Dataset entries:
═══

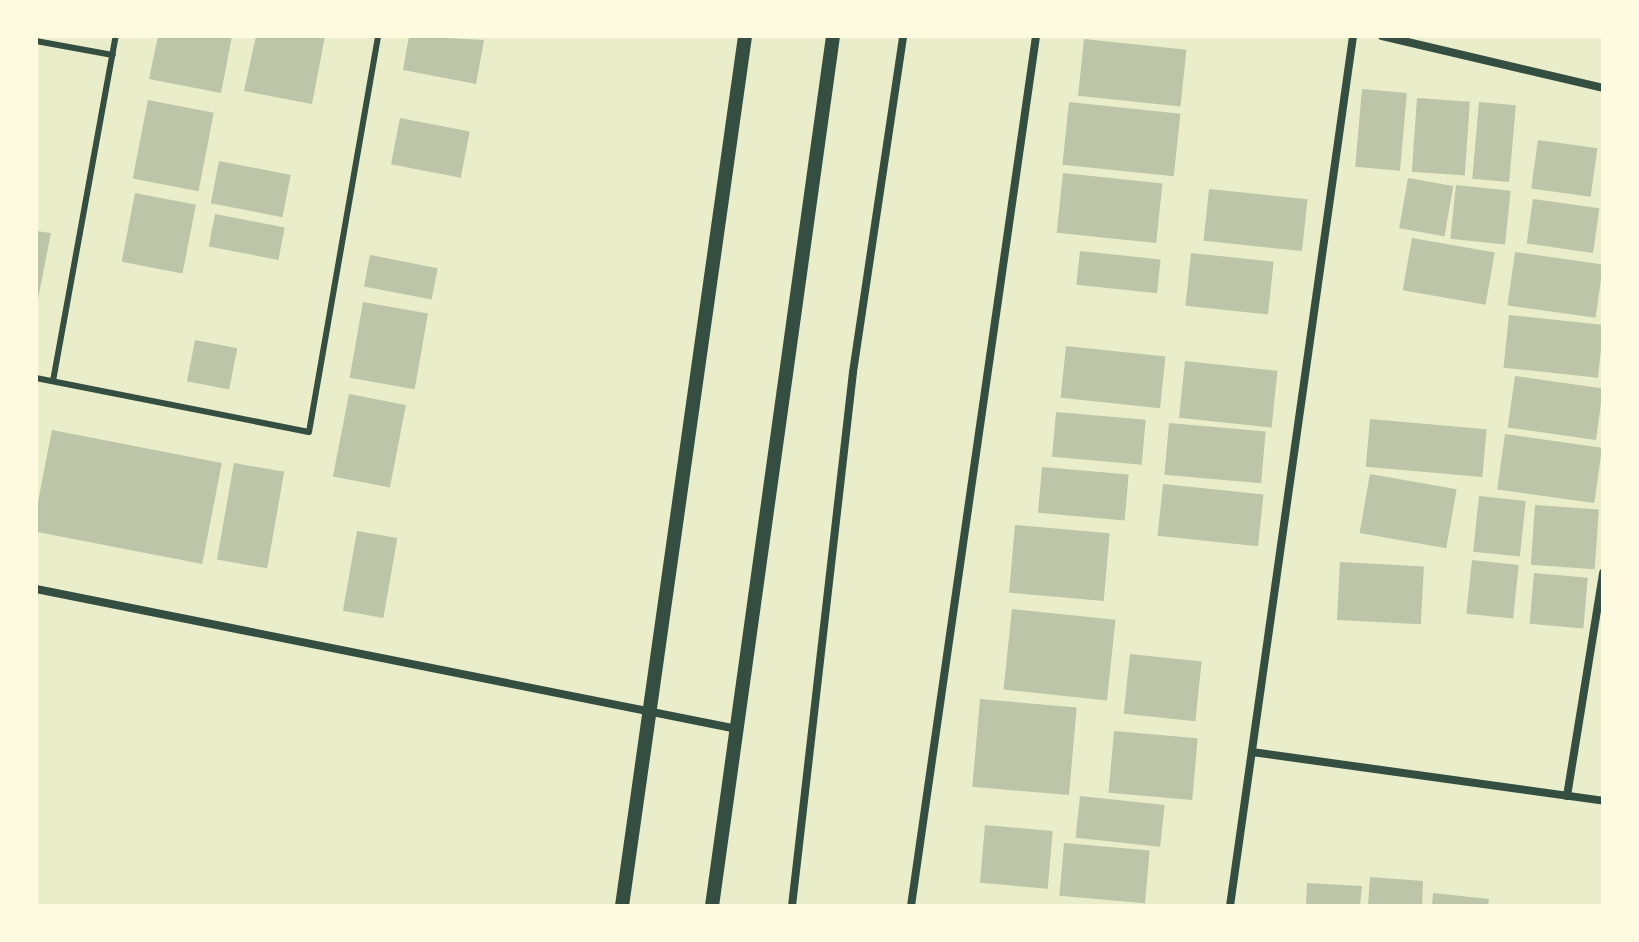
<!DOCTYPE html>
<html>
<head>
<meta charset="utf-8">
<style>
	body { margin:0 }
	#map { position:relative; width:1639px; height:942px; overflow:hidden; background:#e9edc9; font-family:"Fira Sans Condensed",sans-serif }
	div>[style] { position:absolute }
	.building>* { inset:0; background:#bcc5a7; transform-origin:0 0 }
	.service>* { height:6px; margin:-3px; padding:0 3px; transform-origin:3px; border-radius:3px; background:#344e41 }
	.minor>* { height:8px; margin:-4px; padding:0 4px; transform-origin:4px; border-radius:4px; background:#344e41 }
	.tertiary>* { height:14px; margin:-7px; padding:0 7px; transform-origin:7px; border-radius:7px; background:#344e41 }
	span { translate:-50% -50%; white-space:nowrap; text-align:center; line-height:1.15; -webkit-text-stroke:7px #fefae0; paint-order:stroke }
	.frame { position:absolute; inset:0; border:38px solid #fefae0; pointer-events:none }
</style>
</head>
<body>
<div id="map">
	<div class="building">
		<i style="clip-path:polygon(158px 36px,232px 36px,221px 93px,149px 79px)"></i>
		<i style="clip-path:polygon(256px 36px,325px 36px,312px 104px,244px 91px)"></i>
		<i style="clip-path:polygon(409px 36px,484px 40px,476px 84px,403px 70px)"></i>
		<i style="left:1084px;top:39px;width:103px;height:57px;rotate:6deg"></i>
		<i style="left:1362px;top:89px;width:45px;height:78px;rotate:5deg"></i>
		<i style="left:1417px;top:98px;width:53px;height:74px;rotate:4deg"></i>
		<i style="left:148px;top:100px;width:67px;height:80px;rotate:11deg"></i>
		<i style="left:1069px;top:102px;width:112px;height:63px;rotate:6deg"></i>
		<i style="left:1479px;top:102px;width:37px;height:77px;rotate:5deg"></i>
		<i style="left:400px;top:118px;width:71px;height:47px;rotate:11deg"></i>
		<i style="left:1538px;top:140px;width:60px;height:49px;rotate:8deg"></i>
		<i style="left:219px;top:161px;width:73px;height:43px;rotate:11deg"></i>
		<i style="left:1063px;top:173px;width:100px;height:60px;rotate:6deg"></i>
		<i style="left:1408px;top:178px;width:46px;height:51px;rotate:10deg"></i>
		<i style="left:1456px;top:185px;width:55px;height:54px;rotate:6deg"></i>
		<i style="left:1209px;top:189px;width:99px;height:52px;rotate:6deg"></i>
		<i style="left:135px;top:193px;width:62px;height:70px;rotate:11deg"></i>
		<i style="left:1533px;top:199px;width:67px;height:45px;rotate:8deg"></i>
		<i style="left:215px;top:214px;width:71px;height:33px;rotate:11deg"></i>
		<i style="clip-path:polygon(36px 231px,51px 233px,37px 304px,36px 304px)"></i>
		<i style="left:1412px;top:238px;width:84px;height:53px;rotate:10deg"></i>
		<i style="left:1080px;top:251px;width:81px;height:34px;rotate:6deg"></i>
		<i style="left:1515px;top:252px;width:89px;height:54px;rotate:8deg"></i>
		<i style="left:1191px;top:253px;width:83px;height:53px;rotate:6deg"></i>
		<i style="left:370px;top:255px;width:69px;height:32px;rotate:11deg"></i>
		<i style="left:363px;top:302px;width:66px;height:77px;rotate:10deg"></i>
		<i style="left:1509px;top:315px;width:95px;height:53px;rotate:6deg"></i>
		<i style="left:195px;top:340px;width:43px;height:42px;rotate:11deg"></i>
		<i style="left:1066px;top:346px;width:100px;height:52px;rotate:6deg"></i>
		<i style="left:1185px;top:361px;width:93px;height:57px;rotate:6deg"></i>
		<i style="left:1515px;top:376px;width:89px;height:52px;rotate:8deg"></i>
		<i style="left:349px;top:394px;width:58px;height:84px;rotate:11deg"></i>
		<i style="left:1056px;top:412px;width:90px;height:45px;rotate:5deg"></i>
		<i style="left:1370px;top:419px;width:117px;height:48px;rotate:5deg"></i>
		<i style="left:1169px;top:423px;width:97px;height:52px;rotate:5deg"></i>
		<i style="left:52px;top:430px;width:173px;height:103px;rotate:11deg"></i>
		<i style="left:1505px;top:434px;width:98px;height:56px;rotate:8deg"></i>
		<i style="left:234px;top:463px;width:51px;height:98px;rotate:10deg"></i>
		<i style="left:1042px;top:467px;width:87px;height:46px;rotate:5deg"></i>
		<i style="left:1370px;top:474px;width:88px;height:60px;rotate:10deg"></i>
		<i style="left:1163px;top:484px;width:101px;height:52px;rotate:6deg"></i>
		<i style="left:1479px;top:496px;width:47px;height:56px;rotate:6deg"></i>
		<i style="left:1535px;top:505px;width:64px;height:60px;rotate:4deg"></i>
		<i style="left:1015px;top:525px;width:95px;height:68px;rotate:5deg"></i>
		<i style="left:357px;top:531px;width:41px;height:81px;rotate:10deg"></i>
		<i style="left:1472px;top:560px;width:47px;height:54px;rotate:6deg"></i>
		<i style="left:1340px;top:562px;width:84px;height:58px;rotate:3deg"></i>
		<i style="left:1534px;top:573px;width:54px;height:51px;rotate:5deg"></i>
		<i style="left:1012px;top:609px;width:104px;height:81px;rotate:6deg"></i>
		<i style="left:1130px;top:654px;width:72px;height:60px;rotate:6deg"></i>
		<i style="left:980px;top:699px;width:97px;height:88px;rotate:5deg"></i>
		<i style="left:1114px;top:731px;width:84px;height:62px;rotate:5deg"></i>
		<i style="left:1080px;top:796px;width:85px;height:42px;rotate:6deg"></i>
		<i style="left:985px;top:825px;width:68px;height:58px;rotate:5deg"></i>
		<i style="left:1064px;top:843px;width:86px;height:53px;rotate:5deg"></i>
		<i style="clip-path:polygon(1370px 877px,1423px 881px,1422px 906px,1368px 906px)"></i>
		<i style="clip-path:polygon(1307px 883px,1362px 886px,1360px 906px,1306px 906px)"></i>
		<i style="clip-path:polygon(1433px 893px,1489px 899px,1488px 906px,1432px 906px)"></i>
	</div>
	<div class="service">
		<i style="left:36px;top:41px;width:78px;rotate:10.3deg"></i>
		<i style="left:36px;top:378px;width:278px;rotate:11.2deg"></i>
		<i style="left:309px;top:432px;width:402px;rotate:-80.1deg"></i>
		<i style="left:53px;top:381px;width:351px;rotate:-79.7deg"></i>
	</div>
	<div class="minor">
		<i style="left:1382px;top:36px;width:227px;rotate:13.2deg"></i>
		<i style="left:36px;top:589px;width:715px;rotate:11.29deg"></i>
		<i style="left:1252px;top:752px;width:354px;rotate:7.9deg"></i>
		<i style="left:1567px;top:796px;width:226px;rotate:-80.8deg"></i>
		<i style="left:792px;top:906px;width:537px;rotate:-83.48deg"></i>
		<i style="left:853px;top:372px;width:340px;rotate:-81.5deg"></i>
		<i style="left:911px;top:906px;width:879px;rotate:-81.82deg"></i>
		<i style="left:1230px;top:906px;width:879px;rotate:-81.95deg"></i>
	</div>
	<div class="tertiary">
		<i style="left:622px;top:906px;width:879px;rotate:-81.95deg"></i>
		<i style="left:712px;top:906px;width:878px;rotate:-82.08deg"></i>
	</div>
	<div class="frame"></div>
</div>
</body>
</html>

═══

Take the lines from the first line of the entries through the line with "height:6px; margin:-3px; padding:0", inclusive, and give them again exactly, minus any pictures.

<!DOCTYPE html>
<html>
<head>
<meta charset="utf-8">
<style>
	body { margin:0 }
	#map { position:relative; width:1639px; height:942px; overflow:hidden; background:#e9edc9; font-family:"Fira Sans Condensed",sans-serif }
	div>[style] { position:absolute }
	.building>* { inset:0; background:#bcc5a7; transform-origin:0 0 }
	.service>* { height:6px; margin:-3px; padding:0 3px; transform-origin:3px; border-radius:3px; background:#344e41 }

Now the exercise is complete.